In [89]:
# import the mnist data
import keras
from keras.datasets import mnist
import os
import cv2
import numpy as np
import matplotlib.pyplot as plt
from sklearn.decomposition import PCA

In [307]:
# def the function to catalog the hand write number from 0 to 9
# make the catalogues list before using the function
def catalog_number(INPUT_DATA, INPUT_LIST):
    for i in range(len(INPUT_LIST)):
        # identify different number images by labeling files
        # ref: https://stackoverflow.com/questions/49882068/convert-np-where-array-to-list
        INPUT_LIST[i] = np.where(np.isin(INPUT_DATA, i))[0].tolist()

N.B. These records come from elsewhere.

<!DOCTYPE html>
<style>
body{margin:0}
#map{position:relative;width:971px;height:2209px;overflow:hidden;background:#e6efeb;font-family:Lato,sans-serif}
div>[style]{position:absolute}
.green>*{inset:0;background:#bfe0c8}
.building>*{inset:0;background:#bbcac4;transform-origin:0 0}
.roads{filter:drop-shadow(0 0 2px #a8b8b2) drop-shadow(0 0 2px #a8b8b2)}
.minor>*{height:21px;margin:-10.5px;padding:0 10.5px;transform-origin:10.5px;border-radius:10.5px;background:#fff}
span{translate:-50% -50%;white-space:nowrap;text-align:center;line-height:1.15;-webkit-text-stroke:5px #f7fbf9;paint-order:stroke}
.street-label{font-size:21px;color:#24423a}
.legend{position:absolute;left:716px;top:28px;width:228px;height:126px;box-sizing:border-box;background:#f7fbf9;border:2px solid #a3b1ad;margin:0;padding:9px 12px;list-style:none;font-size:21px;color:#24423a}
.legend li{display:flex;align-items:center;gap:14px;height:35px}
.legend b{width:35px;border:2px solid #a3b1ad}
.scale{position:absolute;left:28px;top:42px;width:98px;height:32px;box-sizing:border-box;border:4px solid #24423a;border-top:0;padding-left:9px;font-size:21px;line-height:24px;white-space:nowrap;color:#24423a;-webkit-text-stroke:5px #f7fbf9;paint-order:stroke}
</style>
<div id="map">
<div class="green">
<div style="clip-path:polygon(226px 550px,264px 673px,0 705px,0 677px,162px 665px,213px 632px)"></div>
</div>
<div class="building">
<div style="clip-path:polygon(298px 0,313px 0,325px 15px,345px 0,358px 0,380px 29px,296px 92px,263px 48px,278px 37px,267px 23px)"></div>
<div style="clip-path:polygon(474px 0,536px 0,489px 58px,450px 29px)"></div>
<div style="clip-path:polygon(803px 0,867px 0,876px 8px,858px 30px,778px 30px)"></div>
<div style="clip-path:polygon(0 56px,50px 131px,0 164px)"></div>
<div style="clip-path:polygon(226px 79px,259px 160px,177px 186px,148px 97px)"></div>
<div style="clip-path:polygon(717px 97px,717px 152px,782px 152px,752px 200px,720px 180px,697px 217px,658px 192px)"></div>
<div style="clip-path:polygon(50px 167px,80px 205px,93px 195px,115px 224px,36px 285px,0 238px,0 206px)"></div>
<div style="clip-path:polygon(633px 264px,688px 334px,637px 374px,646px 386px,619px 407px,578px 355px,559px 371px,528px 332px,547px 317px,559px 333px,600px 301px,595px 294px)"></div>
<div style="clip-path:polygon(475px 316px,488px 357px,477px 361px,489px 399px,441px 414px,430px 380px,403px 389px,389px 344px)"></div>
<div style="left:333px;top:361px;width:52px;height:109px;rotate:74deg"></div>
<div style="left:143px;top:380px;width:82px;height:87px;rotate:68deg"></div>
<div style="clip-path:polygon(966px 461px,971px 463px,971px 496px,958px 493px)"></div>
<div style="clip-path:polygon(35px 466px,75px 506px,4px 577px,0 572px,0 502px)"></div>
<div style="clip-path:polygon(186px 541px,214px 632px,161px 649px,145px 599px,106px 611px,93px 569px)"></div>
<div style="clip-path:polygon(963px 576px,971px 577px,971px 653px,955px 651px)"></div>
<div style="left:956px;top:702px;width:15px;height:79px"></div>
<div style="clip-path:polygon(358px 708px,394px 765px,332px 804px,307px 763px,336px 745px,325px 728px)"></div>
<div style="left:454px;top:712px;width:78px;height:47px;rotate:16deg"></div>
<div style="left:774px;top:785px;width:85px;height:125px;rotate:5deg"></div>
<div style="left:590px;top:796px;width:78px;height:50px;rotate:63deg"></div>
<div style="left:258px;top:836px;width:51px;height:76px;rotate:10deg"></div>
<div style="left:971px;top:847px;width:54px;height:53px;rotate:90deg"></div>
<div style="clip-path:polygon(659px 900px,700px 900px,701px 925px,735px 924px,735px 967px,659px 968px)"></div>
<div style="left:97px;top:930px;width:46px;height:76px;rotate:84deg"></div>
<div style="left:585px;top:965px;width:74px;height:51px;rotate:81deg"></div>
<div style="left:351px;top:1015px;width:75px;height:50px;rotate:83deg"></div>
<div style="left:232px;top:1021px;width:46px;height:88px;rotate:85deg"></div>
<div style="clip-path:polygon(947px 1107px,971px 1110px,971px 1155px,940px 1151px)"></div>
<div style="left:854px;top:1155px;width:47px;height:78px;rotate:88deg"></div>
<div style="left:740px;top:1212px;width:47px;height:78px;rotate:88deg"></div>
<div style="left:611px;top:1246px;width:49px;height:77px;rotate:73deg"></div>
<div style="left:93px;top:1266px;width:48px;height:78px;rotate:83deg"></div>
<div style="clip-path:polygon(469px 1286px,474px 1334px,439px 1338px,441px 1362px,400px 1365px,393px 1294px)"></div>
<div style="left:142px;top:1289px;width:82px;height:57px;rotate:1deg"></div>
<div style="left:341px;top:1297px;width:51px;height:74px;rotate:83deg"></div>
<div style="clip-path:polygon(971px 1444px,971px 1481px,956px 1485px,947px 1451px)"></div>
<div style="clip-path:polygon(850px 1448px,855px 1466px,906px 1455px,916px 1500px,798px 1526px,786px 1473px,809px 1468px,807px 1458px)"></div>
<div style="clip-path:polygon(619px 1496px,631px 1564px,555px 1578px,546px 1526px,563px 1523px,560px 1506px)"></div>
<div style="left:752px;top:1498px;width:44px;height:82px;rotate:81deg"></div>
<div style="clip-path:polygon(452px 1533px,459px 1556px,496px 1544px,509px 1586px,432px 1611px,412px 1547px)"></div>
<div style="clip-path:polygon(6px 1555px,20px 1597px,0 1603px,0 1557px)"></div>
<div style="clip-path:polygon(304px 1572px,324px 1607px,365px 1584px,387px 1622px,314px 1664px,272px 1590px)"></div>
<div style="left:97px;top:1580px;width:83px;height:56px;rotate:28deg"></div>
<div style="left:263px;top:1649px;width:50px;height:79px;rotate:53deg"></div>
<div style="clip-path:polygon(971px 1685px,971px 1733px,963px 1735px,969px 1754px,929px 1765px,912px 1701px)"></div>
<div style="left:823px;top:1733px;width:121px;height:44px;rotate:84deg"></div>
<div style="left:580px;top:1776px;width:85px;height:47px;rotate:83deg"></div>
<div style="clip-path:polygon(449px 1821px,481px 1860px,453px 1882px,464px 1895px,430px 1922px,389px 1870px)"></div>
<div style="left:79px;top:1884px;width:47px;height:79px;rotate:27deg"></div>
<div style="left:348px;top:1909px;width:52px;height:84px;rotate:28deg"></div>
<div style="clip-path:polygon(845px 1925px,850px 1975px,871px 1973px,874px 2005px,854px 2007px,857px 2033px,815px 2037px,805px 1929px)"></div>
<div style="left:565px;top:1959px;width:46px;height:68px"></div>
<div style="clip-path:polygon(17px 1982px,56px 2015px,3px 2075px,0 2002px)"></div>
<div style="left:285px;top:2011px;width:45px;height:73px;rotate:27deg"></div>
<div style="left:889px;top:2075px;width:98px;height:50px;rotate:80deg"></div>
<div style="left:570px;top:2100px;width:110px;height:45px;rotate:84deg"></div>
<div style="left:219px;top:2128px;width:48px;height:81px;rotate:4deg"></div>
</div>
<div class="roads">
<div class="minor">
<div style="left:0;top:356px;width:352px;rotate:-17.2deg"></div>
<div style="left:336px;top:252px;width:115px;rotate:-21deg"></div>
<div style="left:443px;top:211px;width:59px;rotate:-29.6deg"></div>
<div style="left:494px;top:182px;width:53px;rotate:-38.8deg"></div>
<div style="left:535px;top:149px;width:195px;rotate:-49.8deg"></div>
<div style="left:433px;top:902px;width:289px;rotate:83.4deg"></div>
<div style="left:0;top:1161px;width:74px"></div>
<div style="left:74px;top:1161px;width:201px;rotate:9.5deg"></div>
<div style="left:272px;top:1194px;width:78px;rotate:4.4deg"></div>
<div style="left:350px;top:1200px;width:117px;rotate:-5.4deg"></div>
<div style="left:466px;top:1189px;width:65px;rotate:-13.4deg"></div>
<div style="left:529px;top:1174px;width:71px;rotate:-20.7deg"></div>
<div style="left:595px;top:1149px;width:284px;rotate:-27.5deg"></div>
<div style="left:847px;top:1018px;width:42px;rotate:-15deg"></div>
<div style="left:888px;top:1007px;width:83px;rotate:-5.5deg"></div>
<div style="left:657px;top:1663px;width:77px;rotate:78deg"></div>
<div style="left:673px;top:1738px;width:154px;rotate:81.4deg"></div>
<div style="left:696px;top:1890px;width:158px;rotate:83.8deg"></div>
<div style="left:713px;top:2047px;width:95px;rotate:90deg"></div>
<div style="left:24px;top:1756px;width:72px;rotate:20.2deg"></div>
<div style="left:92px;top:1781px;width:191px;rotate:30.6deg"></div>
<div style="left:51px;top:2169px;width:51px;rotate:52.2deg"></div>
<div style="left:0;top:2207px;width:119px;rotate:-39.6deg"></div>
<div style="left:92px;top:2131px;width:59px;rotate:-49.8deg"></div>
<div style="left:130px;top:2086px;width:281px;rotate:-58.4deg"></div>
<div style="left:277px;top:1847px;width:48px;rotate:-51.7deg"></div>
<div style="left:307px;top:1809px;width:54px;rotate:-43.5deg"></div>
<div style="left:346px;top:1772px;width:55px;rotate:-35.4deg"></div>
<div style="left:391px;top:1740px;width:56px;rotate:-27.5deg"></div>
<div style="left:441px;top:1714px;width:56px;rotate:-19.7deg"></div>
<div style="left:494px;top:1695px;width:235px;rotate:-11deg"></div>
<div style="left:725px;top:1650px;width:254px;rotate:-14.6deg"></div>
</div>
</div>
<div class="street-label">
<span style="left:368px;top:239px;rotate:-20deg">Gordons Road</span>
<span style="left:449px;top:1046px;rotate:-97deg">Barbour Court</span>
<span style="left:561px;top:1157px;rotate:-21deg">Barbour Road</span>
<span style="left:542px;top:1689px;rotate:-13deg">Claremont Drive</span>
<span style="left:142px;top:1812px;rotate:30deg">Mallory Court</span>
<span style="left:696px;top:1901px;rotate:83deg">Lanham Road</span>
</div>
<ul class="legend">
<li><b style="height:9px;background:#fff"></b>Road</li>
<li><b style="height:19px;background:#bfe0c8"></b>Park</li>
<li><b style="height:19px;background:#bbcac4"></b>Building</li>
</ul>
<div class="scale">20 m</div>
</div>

# def the function for image visualization
def plot_input_image(NUMBER, IMG, LABEL):
    plt.imshow(IMG[NUMBER], cmap = 'binary')
    plt.title(LABEL[NUMBER])
    plt.show()

# def the function for saving image
def saving_img_binary(FILE, IMG):
    with open(FILE, 'wb') as f:
        np.save(f, IMG)
    print(os.path.getsize(FILE))

# import data
# ref: https://www.youtube.com/watch?v=L2cAjgc1-bo
(X_TRAIN, Y_TRAIN), (X_TEST, Y_TEST) = mnist.load_data()
#X_TRAIN.shape, Y_TRAIN.shape, X_TEST.shape, Y_TEST.shape

# get training data
# catalog the number 0 to 9
TRAIN_LIST = ['TRAIN_0', 'TRAIN_1', 'TRAIN_2', 'TRAIN_3', 'TRAIN_4', 'TRAIN_5', 'TRAIN_6', 'TRAIN_7', 'TRAIN_8', 'TRAIN_9']
catalog_number(Y_TRAIN, TRAIN_LIST)
# get first 16 images of each number for training
INPUT_TRAIN_INDEX = TRAIN_LIST[0][:16] + TRAIN_LIST[1][:16] + TRAIN_LIST[2][:16] + TRAIN_LIST[3][:16] + TRAIN_LIST[4][:16] + TRAIN_LIST[5][:16] + TRAIN_LIST[6][:16] + TRAIN_LIST[7][:16] + TRAIN_LIST[8][:16] + TRAIN_LIST[9][:16]
# check the image if it is correct (first image of 0 to 9)
#for i in INPUT_TRAIN_INDEX[0:159:16]:
#    plot_input_image(i, X_TRAIN, Y_TRAIN)
# save 160 image into array
TRAIN_IMG_3D = np.empty((160, 28, 28))
for i in range(len(INPUT_TRAIN_INDEX)):
    INDEX = INPUT_TRAIN_INDEX[i]
    TRAIN_IMG_3D[i] = X_TRAIN[INDEX]
TRAIN_IMG_2D = TRAIN_IMG_3D.reshape(160, -1)

# get testing data
TEST_LIST = ['TEST_0', 'TEST_1', 'TEST_2', 'TEST_3', 'TEST_4', 'TEST_5', 'TEST_6', 'TEST_7', 'TEST_8', 'TEST_9']
catalog_number(Y_TEST, TEST_LIST)
TEST_INDEX = TEST_LIST[0][:10] + TEST_LIST[1][:10] + TEST_LIST[2][:10] + TEST_LIST[3][:10] + TEST_LIST[4][:10] + TEST_LIST[5][:10] + TEST_LIST[6][:10] + TEST_LIST[7][:10] + TEST_LIST[8][:10] + TEST_LIST[9][:10]
# check the image if it is correct (first image of 0 to 9)
#for i in TEST_INDEX[0:99:10]:
#    plot_input_image(i, X_TEST, Y_TEST)
TEST_IMG_3D = np.empty((100, 28, 28))
for i in range(len(TEST_INDEX)):
    INDEX = TEST_INDEX[i]
    TEST_IMG_3D[i] = X_TEST[INDEX]
TEST_IMG_2D = TEST_IMG_3D.reshape(100, -1)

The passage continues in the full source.